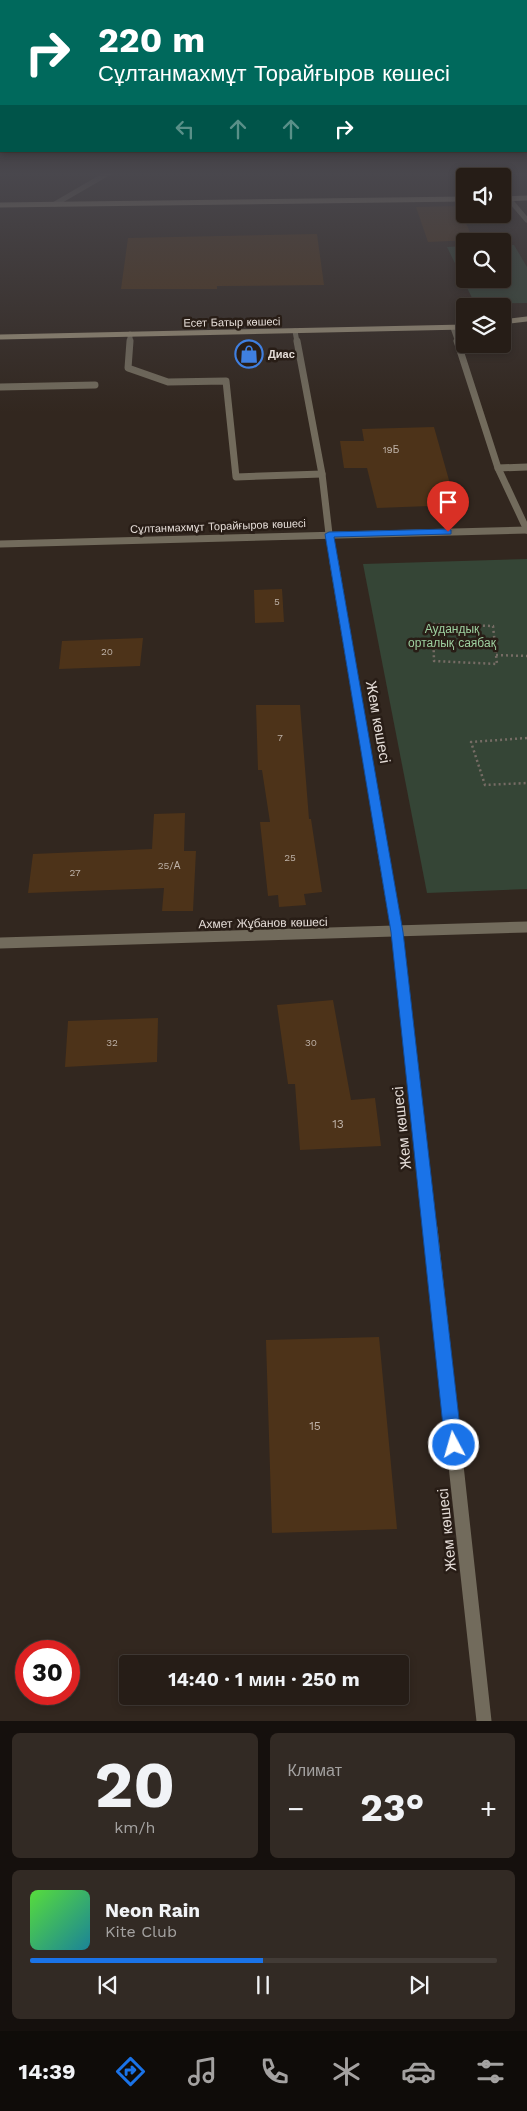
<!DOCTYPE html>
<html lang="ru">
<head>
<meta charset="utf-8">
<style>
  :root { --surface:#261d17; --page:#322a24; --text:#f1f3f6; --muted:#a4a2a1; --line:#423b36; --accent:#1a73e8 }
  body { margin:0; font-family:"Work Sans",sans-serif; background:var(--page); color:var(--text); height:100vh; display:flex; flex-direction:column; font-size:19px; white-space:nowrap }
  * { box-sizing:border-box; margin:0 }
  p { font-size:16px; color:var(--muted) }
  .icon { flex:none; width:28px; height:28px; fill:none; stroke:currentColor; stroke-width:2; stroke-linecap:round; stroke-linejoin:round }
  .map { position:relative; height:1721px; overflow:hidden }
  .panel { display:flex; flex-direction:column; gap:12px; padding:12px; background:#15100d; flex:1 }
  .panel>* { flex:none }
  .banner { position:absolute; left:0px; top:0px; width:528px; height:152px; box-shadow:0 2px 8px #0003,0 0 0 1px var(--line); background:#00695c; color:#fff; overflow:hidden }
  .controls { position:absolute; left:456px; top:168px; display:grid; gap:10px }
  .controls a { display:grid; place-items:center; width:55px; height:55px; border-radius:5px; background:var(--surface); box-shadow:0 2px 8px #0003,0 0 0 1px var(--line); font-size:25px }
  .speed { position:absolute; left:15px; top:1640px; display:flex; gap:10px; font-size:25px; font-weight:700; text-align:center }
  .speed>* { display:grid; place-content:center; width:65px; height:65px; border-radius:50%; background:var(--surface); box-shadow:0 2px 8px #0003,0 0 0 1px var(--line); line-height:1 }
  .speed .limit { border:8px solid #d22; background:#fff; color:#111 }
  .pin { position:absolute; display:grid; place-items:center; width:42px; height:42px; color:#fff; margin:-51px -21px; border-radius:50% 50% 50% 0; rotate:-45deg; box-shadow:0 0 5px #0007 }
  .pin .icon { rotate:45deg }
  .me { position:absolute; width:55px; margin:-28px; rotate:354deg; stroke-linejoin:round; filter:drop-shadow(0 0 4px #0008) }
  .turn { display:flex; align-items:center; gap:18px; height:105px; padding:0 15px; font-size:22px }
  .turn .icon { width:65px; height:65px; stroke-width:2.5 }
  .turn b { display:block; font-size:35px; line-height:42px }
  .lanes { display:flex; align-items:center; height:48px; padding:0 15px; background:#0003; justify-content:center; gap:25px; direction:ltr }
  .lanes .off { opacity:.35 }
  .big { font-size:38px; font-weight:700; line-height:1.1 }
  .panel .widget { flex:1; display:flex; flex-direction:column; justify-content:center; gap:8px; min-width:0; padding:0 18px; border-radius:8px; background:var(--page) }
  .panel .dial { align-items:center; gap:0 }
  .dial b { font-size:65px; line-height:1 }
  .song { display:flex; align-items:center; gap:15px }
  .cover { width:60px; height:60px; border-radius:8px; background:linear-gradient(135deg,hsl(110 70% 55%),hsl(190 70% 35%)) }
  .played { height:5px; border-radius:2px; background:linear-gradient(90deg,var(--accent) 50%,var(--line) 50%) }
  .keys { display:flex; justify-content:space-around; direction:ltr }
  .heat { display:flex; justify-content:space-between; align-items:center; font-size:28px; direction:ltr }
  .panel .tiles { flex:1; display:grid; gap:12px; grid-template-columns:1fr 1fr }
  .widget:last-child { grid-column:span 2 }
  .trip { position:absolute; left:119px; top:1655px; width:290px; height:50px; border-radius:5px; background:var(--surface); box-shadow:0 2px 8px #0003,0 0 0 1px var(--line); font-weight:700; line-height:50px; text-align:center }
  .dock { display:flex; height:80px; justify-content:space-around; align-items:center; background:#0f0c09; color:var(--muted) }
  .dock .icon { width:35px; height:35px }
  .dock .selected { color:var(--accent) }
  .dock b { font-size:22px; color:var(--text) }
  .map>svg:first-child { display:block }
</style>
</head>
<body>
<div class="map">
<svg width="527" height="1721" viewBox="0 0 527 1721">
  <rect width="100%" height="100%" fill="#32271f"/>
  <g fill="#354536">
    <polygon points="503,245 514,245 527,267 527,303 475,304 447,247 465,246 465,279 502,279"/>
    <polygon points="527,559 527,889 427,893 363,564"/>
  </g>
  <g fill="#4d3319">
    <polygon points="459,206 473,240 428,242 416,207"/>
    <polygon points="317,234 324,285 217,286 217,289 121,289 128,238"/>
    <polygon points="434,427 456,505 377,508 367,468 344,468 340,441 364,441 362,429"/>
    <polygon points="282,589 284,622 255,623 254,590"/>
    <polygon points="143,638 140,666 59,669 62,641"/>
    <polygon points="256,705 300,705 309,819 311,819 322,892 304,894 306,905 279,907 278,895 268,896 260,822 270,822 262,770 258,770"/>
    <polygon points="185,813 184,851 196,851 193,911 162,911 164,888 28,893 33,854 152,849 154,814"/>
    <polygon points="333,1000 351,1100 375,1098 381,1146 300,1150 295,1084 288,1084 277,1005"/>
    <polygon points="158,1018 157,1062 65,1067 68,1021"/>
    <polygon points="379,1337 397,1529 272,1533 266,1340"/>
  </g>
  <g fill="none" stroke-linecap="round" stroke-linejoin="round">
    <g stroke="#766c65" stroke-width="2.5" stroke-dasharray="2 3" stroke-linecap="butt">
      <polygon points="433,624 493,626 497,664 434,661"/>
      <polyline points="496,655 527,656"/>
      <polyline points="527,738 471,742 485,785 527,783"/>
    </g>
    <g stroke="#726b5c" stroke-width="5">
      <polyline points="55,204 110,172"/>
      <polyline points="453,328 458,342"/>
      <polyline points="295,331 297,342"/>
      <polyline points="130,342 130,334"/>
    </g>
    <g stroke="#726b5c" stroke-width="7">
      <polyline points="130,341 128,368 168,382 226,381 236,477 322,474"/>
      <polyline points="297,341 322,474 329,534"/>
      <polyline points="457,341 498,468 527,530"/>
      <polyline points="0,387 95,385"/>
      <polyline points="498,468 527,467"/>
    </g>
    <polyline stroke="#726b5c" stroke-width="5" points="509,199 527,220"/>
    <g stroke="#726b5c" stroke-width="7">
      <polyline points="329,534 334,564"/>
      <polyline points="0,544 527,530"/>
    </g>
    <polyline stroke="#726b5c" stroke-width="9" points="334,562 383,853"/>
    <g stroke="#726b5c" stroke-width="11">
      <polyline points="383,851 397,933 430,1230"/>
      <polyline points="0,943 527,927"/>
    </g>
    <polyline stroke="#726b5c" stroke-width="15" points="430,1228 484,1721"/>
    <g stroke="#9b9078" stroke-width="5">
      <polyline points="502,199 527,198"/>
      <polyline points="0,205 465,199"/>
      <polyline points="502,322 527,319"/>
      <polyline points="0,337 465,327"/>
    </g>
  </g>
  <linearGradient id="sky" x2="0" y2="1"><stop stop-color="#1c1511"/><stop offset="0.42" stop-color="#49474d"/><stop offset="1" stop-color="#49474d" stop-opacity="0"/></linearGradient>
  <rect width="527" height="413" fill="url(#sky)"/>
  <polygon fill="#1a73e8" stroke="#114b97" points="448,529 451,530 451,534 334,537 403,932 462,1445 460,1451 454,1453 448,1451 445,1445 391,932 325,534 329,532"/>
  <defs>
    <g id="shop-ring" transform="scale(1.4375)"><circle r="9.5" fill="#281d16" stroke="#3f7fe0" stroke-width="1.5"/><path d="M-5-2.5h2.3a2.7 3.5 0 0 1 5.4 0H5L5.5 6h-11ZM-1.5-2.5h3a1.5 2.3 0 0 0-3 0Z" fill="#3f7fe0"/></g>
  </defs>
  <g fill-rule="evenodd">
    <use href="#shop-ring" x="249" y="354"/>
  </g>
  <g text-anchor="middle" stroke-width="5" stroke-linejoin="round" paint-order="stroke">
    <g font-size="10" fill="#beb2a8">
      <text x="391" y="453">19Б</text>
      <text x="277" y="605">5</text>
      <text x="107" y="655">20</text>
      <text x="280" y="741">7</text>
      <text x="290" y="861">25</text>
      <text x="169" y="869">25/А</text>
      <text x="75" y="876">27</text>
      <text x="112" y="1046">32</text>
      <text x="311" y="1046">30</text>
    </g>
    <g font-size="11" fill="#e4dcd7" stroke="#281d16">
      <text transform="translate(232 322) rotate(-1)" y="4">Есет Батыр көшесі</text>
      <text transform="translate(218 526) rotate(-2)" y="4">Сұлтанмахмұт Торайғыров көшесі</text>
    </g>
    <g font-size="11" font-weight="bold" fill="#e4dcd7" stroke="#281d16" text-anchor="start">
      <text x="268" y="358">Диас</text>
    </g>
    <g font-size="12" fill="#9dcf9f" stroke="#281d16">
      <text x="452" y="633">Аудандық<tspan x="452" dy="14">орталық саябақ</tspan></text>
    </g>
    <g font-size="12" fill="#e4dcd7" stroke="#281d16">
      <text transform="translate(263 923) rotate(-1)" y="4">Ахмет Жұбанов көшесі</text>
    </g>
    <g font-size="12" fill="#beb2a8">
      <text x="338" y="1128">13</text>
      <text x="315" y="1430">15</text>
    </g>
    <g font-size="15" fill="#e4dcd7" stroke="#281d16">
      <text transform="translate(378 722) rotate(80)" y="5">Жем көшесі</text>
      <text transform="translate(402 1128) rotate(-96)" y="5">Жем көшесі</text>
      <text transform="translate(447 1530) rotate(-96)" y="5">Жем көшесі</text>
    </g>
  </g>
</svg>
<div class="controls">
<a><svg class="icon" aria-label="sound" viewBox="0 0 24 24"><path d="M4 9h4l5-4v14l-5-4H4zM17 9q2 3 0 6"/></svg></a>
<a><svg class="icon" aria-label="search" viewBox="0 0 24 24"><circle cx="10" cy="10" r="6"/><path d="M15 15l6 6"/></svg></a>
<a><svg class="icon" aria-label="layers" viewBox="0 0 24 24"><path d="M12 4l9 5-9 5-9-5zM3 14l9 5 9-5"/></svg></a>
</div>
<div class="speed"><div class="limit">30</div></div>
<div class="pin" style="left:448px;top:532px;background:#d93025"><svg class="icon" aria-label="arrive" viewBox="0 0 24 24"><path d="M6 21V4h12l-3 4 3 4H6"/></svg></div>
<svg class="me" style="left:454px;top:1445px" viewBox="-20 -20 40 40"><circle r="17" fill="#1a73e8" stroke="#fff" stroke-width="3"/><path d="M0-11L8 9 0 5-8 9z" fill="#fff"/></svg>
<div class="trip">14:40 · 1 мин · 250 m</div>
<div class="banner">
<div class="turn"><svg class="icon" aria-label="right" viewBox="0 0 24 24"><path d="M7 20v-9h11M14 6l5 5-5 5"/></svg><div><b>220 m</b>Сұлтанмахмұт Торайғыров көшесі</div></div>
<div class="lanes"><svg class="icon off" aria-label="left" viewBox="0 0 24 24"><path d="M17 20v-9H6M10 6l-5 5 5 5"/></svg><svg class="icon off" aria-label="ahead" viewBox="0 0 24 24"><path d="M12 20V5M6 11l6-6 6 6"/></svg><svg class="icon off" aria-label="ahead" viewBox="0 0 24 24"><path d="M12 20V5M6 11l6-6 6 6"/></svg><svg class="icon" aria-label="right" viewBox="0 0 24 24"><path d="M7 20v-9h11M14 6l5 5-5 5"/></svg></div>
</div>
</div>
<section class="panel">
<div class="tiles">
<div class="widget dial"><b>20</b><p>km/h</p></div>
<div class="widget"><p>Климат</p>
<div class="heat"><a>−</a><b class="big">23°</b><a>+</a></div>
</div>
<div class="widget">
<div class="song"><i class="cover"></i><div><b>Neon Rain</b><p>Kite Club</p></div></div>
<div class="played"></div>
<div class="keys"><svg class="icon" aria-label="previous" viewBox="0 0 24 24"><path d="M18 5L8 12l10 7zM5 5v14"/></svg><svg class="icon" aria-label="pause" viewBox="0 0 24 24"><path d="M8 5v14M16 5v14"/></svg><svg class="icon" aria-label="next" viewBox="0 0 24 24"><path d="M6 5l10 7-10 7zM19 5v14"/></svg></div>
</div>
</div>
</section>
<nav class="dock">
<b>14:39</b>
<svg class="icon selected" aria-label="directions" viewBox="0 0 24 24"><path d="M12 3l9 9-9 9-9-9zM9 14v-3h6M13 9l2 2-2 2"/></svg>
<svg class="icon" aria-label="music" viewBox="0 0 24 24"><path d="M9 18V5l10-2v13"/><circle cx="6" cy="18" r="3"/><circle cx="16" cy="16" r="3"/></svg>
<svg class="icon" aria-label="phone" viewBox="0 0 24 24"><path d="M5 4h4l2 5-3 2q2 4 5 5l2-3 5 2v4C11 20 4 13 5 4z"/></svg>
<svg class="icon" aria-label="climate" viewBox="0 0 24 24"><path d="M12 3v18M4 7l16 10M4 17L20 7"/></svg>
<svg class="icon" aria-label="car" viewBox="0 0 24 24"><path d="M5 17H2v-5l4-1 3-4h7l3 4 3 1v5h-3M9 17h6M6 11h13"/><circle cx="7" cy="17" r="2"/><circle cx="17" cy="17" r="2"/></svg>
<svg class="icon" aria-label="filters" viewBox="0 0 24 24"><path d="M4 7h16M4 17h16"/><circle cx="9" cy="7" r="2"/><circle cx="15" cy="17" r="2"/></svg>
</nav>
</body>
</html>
------------------------------------
__Exercise__. Would you copy, unchanged, the stretch of the records above that begins at the line containing "<b>14:39</b>" and ends at the line containing "17H2v-5l4-1 3-4h7l3 4", and only that?

__Your solution__.
<b>14:39</b>
<svg class="icon selected" aria-label="directions" viewBox="0 0 24 24"><path d="M12 3l9 9-9 9-9-9zM9 14v-3h6M13 9l2 2-2 2"/></svg>
<svg class="icon" aria-label="music" viewBox="0 0 24 24"><path d="M9 18V5l10-2v13"/><circle cx="6" cy="18" r="3"/><circle cx="16" cy="16" r="3"/></svg>
<svg class="icon" aria-label="phone" viewBox="0 0 24 24"><path d="M5 4h4l2 5-3 2q2 4 5 5l2-3 5 2v4C11 20 4 13 5 4z"/></svg>
<svg class="icon" aria-label="climate" viewBox="0 0 24 24"><path d="M12 3v18M4 7l16 10M4 17L20 7"/></svg>
<svg class="icon" aria-label="car" viewBox="0 0 24 24"><path d="M5 17H2v-5l4-1 3-4h7l3 4 3 1v5h-3M9 17h6M6 11h13"/><circle cx="7" cy="17" r="2"/><circle cx="17" cy="17" r="2"/></svg>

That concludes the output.